The Republicans who have already jumped into challenges to Tester and Manchin come from the MAGA mold of the party, creating the potential to dramatically shift the ideological balance should they replace those centrist Democrats in January 2025.

Kaine has seen his own personal ambition — a congressional rewrite of the 2001 and 2002 war resolutions to update the rules of engagement for the current battlefield — languish as committee chairs have been unable to persuade Senate leaders to devote floor time to what would be a cumbersome and time-consuming debate.
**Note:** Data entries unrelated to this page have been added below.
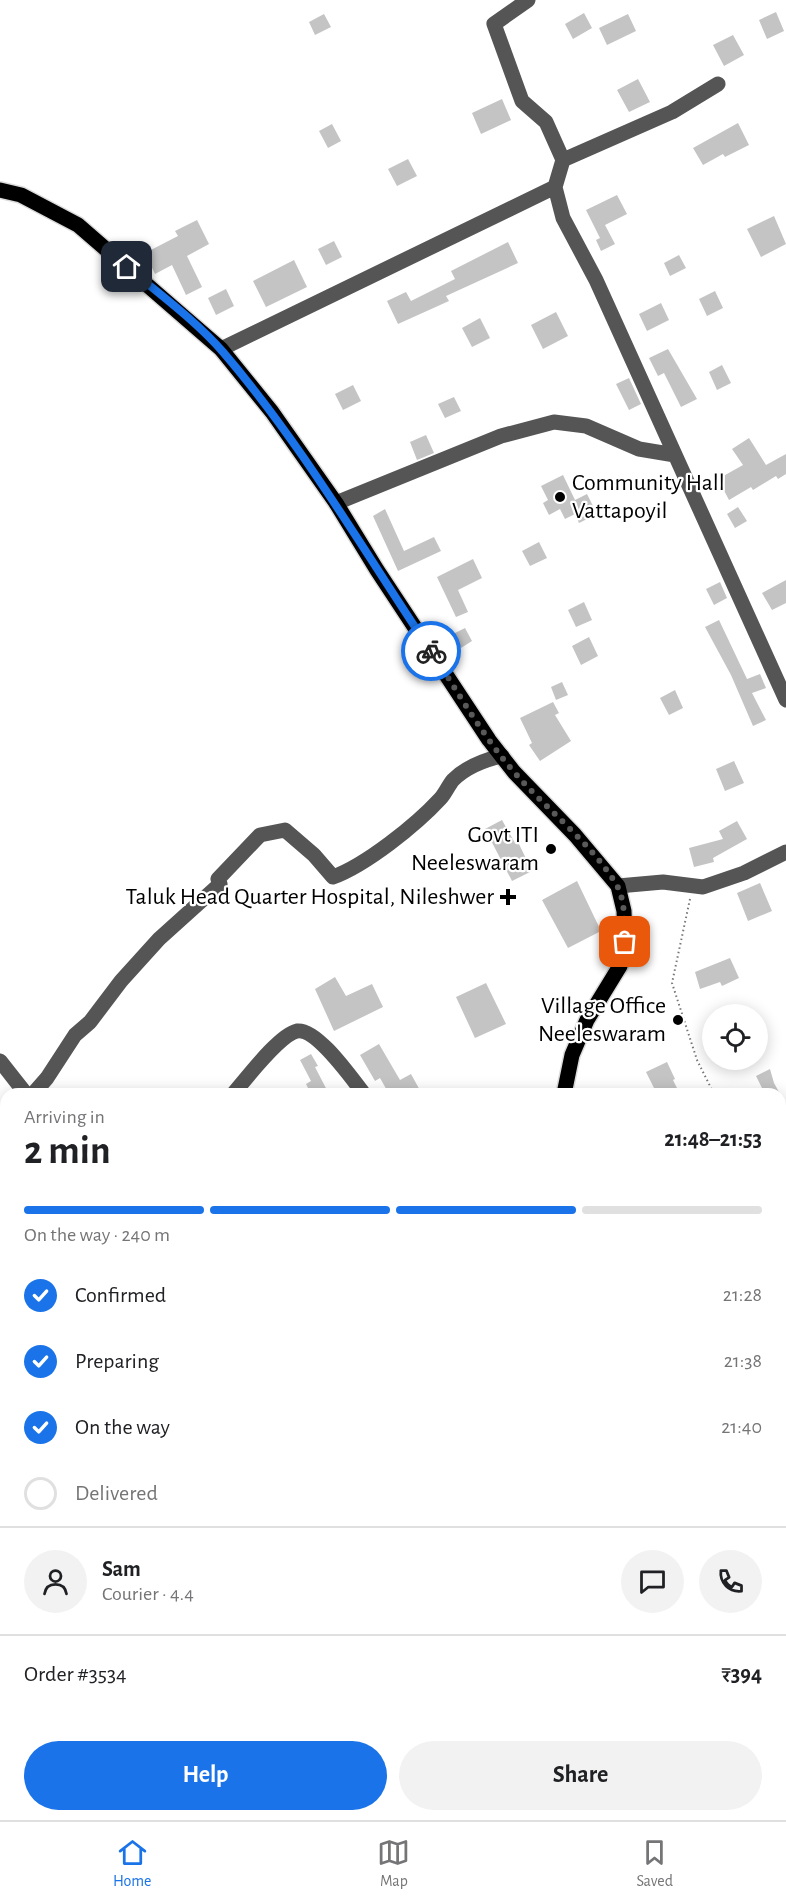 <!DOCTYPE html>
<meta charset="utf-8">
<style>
body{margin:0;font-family:"Alegreya Sans",sans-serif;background:#f2f2f2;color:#202124;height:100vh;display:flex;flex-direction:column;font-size:22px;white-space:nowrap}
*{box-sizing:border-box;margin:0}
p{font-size:20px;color:#757577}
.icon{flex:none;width:33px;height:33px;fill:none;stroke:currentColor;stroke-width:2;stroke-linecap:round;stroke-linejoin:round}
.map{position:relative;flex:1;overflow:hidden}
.panel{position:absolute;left:0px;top:1088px;width:786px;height:734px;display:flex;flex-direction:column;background:#fff;border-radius:18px 18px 0 0;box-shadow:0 3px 15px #0003}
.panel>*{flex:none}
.tools{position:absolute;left:702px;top:1004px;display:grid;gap:12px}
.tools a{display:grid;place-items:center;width:66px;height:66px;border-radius:50%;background:#fff;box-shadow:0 3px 15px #0003;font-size:30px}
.pin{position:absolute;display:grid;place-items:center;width:51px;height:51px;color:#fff;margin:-26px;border-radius:12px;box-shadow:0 3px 9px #0006}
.courier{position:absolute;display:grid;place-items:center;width:60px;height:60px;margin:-30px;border:4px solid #1a73e8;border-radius:50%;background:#fff;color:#222;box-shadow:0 2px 8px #0007}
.overview em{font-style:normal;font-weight:600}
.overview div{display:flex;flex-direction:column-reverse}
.overview{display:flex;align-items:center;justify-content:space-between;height:102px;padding:0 24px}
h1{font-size:39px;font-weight:600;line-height:45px}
.bar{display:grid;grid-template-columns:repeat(4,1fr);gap:9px 6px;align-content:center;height:72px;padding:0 24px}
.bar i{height:8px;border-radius:4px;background:#e0e0e0}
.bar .selected{background:#1a73e8}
.bar p{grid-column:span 4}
.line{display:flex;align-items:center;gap:15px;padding:0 24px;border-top:2px solid #e0e0e0}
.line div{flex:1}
.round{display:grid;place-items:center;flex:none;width:63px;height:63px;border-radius:32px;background:#f2f2f2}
ol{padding:0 24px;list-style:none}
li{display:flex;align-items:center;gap:18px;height:66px}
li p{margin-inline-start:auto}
li .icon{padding:6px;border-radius:50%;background:#1a73e8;color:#fff;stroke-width:4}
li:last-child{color:#757577}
li i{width:33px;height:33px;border:3px solid #e0e0e0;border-radius:50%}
.primary-button{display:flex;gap:12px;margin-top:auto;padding:12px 24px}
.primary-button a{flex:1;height:69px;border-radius:36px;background:#1a73e8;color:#fff;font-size:24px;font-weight:600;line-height:69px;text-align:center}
.primary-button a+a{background:#f2f2f2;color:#202124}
.tab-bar{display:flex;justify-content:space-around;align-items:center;height:84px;border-top:2px solid #e0e0e0;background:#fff;font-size:16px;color:#757577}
.tab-bar a{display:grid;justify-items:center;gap:3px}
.tab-bar .selected{color:#1a73e8}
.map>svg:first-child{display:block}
.building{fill:#c4c4c4}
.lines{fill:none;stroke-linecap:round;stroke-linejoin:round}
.major-casing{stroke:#dbdbdb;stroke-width:18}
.path{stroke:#777;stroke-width:2;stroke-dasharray:1.5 3;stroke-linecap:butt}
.minor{stroke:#555;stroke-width:15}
.major{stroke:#000;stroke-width:15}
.done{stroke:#595959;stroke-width:6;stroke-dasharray:0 10.8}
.route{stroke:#1a73e8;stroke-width:8}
.poi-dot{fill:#000;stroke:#fff;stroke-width:2}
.labels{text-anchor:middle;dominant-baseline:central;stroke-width:4.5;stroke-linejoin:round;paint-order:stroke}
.poi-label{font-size:24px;fill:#000;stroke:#fff;text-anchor:end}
</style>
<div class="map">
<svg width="786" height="1820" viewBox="0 0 786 1820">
<rect width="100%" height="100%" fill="#fff"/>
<path class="building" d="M776,12L784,31L767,39L759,20Z
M584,13L592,28L573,39L565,24Z
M324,14L331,27L315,35L309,22Z
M628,14L636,31L607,45L599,28Z
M733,35L744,55L724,66L713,45Z
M638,79L650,102L629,112L617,90Z
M502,99L511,120L481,134L472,113Z
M738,123L749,145L725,157L723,154L703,165L693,148Z
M332,124L341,141L328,148L319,131Z
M408,159L417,176L397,186L388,169Z
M617,195L627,214L605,225L615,244L601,251L596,240L600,238L586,210Z
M774,216L786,244L761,257L747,229Z
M197,220L209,244L187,256L202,287L186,295L172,265L155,274L145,253L178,236L175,231Z
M334,241L342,257L326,265L318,249Z
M508,242L518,263L446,296L449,301L398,324L387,301L406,292L411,301L455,279L451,271Z
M679,255L686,268L670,276L664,263Z
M294,260L307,287L266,307L253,281Z
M226,289L234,306L216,315L208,298Z
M715,291L723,308L707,316L699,299Z
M661,303L669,320L647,331L639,314Z
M556,312L568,336L543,349L531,325Z
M480,318L490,338L472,347L462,328Z
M668,349L697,399L681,407L664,373L658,376L649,358Z
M722,365L731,383L717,390L709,372Z
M629,378L641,404L629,410L616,384Z
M353,385L361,401L343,410L335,394Z
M454,397L461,411L445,418L438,404Z
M426,435L434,453L417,460L410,442Z
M749,438L766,465L786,454V474L778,479L776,476L753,490L751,487L729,500L718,479L743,465L732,449Z
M563,475L575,500L587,494L597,514L579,523L575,514L565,519L560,509L549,515L543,503L548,500L541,486Z
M738,507L747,521L735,528L727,514Z
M385,509L404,551L434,537L441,551L398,571L373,516Z
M539,542L547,558L530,566L522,551Z
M473,559L482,578L458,590L468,612L456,617L437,577Z
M786,580V603L772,610L762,593Z
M720,582L727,598L714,605L706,589Z
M584,602L592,620L576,627L568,610Z
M719,620L747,679L760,674L766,688L752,693L766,720L753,726L731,675L705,627Z
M465,628L472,641L461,648L453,634Z
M589,637L598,656L581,665L572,646Z
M562,682L568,695L556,700L551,687Z
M675,690L683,708L669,715L660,698Z
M553,702L559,713L555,715L571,741L540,761L529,745L532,743L520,718Z
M734,761L744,783L725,791L716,769Z
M502,820L515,843L518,842L532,871L512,881L485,829Z
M737,821L747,839L713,858L714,862L694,867L689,848L723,839L719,831Z
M577,881L601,931L568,948L542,900Z
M760,883L772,911L748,921L737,893Z
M730,958L739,978L722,986L720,982L700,989L695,972Z
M335,977L346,996L372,984L383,1007L334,1031L315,989Z
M486,983L506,1024L475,1038L456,997Z
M379,1044L400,1080L411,1074L422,1094H389L380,1078L375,1081L360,1055Z
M311,1054L318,1066L315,1067L329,1094H311L306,1084L311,1081L300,1060Z
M667,1062L675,1079L673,1080L680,1094H657L646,1072Z
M770,1069L774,1083L780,1094H765L756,1076Z"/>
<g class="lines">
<defs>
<path id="major" d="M0,190L21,195L78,225L221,349L272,412L336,503L377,570L489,740L514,772L575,835L618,886L624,911L625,942L620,966L587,1020L572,1055L564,1094
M780,1394L786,1402"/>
</defs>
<use href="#major" class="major-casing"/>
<path class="path" d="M690,899L672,983L697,1060L714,1094"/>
<path class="minor" d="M528,0L494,24L522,101L546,122L563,160L555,187L563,218L596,280L786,700
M563,160L672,112L718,84
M221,349L555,187
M336,503L501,436L554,422L586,426L639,449L675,455
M618,886L663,882L703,887L744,873L786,852
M0,1061L26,1094
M33,1094L47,1078L75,1035L90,1022L121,981L159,939L220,884L218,879L260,835L285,830L314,855L333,877C366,865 416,825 440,799C445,794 448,786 453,780C466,767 484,760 502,756
M233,1094C246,1079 279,1035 297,1031C317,1028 352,1079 364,1094
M0,1136L6,1132
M780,1476L786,1473
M780,1605L786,1613
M0,1669L6,1666
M719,1815L720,1820"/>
<use href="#major" class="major"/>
</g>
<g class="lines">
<path class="done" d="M431,651C458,692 482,735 514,772C546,809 591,843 616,884C626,900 624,924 625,942"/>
<path class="route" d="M127,267C159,294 195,320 223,352C302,444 363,550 431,651"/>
</g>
<g class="poi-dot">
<circle cx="560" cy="497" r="6"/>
<circle cx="551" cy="849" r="6"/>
<path d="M505 888h6v6h6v6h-6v6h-6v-6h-6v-6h6z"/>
<circle cx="678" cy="1020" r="6"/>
</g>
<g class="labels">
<g class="poi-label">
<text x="572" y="483" text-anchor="start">Community Hall<tspan x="572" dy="28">Vattapoyil</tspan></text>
<text x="539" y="835">Govt ITI<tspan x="539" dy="28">Neeleswaram</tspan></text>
<text x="494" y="897">Taluk Head Quarter Hospital, Nileshwer</text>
<text x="666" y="1006">Village Office<tspan x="666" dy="28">Neeleswaram</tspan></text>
</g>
</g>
</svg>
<div class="tools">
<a><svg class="icon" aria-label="locate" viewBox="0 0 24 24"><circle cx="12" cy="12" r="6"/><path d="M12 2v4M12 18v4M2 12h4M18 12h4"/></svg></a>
</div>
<div class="pin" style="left:625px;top:942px;background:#ea580c"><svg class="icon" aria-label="bag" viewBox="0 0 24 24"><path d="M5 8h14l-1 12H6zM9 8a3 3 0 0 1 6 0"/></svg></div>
<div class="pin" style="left:127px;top:267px;background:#1f2937"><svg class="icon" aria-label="home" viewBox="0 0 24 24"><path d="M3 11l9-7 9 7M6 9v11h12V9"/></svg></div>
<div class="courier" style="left:431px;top:651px"><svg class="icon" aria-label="bike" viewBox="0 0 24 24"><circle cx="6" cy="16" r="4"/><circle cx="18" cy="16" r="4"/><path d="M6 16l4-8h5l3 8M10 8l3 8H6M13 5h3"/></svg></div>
<section class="panel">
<div class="overview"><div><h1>2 min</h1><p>Arriving in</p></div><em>21:48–21:53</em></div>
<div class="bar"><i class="selected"></i><i class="selected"></i><i class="selected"></i><i></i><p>On the way · 240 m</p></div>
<ol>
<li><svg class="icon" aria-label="check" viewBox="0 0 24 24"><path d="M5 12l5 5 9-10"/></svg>Confirmed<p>21:28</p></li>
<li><svg class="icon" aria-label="check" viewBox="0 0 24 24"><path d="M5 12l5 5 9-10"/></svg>Preparing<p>21:38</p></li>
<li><svg class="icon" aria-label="check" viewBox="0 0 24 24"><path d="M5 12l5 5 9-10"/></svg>On the way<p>21:40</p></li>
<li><i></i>Delivered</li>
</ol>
<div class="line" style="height:108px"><a class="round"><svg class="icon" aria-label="person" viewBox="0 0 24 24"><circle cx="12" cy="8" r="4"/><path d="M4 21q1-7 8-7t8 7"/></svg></a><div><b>Sam</b><p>Courier · 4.4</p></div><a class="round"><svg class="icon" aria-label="chat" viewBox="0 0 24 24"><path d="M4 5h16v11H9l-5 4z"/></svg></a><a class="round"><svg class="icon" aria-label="phone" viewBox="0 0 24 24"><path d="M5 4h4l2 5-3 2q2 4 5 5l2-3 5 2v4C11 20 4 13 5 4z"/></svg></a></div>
<div class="line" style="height:78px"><div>Order #3534</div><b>₹394</b></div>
<div class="primary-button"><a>Help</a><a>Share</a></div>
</section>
</div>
<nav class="tab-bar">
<a class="selected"><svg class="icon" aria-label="home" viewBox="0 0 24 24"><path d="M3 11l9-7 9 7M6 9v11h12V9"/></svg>Home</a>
<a><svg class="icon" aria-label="map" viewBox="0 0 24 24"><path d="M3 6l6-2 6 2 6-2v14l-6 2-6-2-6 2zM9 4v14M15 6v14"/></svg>Map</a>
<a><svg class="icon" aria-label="saved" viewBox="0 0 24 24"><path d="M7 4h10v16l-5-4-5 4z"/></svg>Saved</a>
</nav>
In deciding to run for another term, Kaine signaled that he wants to see those successful bipartisan groupings keep up their work. He even suggested that the path to an overhaul of immigration and border laws could come that way.

He may have to take a more leading role in those types of talks now that so many Republicans have retired and his Democratic colleagues ponder doing the same or running difficult reelection races.

Kaine has the résumé — mayor, governor, national party chairman, vice-presidential candidate, senator — with the gravitas to take charge.

“Having made the decision, I’m all in,” he said Friday.

The bigger question might be whether, in another two years, there are enough senators like him to reap the legislative harvest from the hard work.